Q13

家業のM&Aで、事業法人Aは譲り渡し側に残し、事業法人A’を設立して、譲り受け側に譲渡することに疑問が残っています。

何のために譲り渡し側に残した方がいいのでしょうか。

譲り受け側から見ると、事業法人Aをそのまま譲り受けるのではなく、新たに設立された事業法人A'に事業を移転して譲渡されることには、いくつかの疑問が生じます。

「なぜ既存の事業法人Aをそのまま譲渡せずに、新設法人A’を設立して事業を分割する必要があるのか?」

「もし、事業法人Aが抱えている負債や法的リスクがあるならば、それを隠そうとしているのではないか?」

「新設法人A’が持つ事業に問題がなくても、移転時に何らかの情報や資産が正しく引き継がれていない可能性はないのか?」

「また、法人Aに残された資産や負債がどのように扱われるのか、透明性が十分確保されているのか?」

譲り受け側としては、こうした不審点がクリアにされない限り、譲渡のスキームに対して疑問を感じ、不安を抱く可能性が高いと思うのですが。

 

A13

これは「第2会社方式」と呼ばれているスキームであり、世界中のM&Aで幅広く用いられてきた古典的な手法で、なんら特別なものではありません。

日本国有鉄道の民営化のときに、JR各社と、「国鉄清算事業団」に二分された例もこれに含まれます。

買い手は全部調べて分離に納得するので、不安や疑問はありません。

全部を一体にして譲渡すると、買い手は不要なものも引き受けなければならず、それがたとえば毀損したBSであれば、M&Aそのものをできなくなってしまいます。
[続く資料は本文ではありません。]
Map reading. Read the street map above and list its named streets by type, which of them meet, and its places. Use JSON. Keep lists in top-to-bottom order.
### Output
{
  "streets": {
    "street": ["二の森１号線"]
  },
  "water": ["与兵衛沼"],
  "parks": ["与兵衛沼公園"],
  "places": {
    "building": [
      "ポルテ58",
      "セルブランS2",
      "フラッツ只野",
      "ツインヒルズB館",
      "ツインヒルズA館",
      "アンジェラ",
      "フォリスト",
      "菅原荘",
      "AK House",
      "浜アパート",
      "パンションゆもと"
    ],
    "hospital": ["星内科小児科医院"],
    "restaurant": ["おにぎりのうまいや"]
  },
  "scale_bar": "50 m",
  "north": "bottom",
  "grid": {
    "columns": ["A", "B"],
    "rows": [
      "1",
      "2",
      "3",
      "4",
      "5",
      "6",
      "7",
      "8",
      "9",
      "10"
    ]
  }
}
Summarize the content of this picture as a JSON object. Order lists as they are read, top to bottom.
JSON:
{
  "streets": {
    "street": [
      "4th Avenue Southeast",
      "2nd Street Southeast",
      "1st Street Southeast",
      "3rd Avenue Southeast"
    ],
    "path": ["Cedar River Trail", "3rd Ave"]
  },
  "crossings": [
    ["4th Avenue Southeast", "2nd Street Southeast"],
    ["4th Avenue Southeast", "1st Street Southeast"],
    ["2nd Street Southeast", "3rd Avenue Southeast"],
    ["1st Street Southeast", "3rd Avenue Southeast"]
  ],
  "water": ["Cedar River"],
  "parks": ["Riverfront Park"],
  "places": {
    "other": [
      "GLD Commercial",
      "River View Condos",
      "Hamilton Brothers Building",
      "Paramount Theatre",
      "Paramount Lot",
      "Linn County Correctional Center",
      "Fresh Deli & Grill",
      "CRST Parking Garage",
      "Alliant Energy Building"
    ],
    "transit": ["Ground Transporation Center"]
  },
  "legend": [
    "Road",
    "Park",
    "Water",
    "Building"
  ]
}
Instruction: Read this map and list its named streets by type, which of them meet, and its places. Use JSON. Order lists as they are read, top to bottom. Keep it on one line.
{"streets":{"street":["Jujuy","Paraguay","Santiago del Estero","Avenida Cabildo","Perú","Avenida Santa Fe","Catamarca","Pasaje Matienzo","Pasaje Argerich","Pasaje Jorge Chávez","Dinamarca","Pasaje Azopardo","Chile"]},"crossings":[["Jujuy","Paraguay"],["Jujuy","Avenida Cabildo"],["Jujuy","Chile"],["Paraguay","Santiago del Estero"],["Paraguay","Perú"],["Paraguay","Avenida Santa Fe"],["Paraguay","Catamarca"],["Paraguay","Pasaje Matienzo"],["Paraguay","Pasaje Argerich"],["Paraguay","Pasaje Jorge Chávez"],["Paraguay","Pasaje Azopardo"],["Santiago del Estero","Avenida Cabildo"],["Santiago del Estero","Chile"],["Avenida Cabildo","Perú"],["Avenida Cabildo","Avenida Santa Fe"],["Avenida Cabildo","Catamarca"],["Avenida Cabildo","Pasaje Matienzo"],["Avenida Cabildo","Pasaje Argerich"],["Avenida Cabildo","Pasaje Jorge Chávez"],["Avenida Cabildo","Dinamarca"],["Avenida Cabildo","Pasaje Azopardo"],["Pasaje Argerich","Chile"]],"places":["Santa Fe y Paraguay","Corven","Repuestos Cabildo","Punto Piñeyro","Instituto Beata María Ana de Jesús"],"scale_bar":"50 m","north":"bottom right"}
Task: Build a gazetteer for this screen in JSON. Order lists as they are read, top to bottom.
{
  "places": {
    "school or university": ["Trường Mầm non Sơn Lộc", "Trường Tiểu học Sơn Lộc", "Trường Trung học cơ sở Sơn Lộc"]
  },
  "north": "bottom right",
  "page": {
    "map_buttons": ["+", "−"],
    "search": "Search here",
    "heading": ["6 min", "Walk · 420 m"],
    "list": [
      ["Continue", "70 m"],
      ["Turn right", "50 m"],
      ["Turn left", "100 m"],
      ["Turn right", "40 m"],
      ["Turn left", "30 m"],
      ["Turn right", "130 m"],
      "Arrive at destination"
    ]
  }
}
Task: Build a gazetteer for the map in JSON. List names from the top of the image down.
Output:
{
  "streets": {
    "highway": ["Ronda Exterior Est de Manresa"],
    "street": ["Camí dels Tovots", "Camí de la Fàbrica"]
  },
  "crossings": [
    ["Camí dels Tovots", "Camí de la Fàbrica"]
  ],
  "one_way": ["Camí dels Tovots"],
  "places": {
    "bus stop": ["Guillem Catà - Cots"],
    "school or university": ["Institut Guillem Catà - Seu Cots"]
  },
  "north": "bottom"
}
完全一体でのM&Aのほうが、調べきれないリスク、隠匿されるリスクが高まり、DD費用が分離型よりも高額になります。

また、「買い手が不要で売り手が必要なもの」があれば、譲るものと残すものに分離することは双方にメリットとなります。

以上の点から、ファミリー企業のM&Aに用いる手法として、諸条件が合えば推奨できます。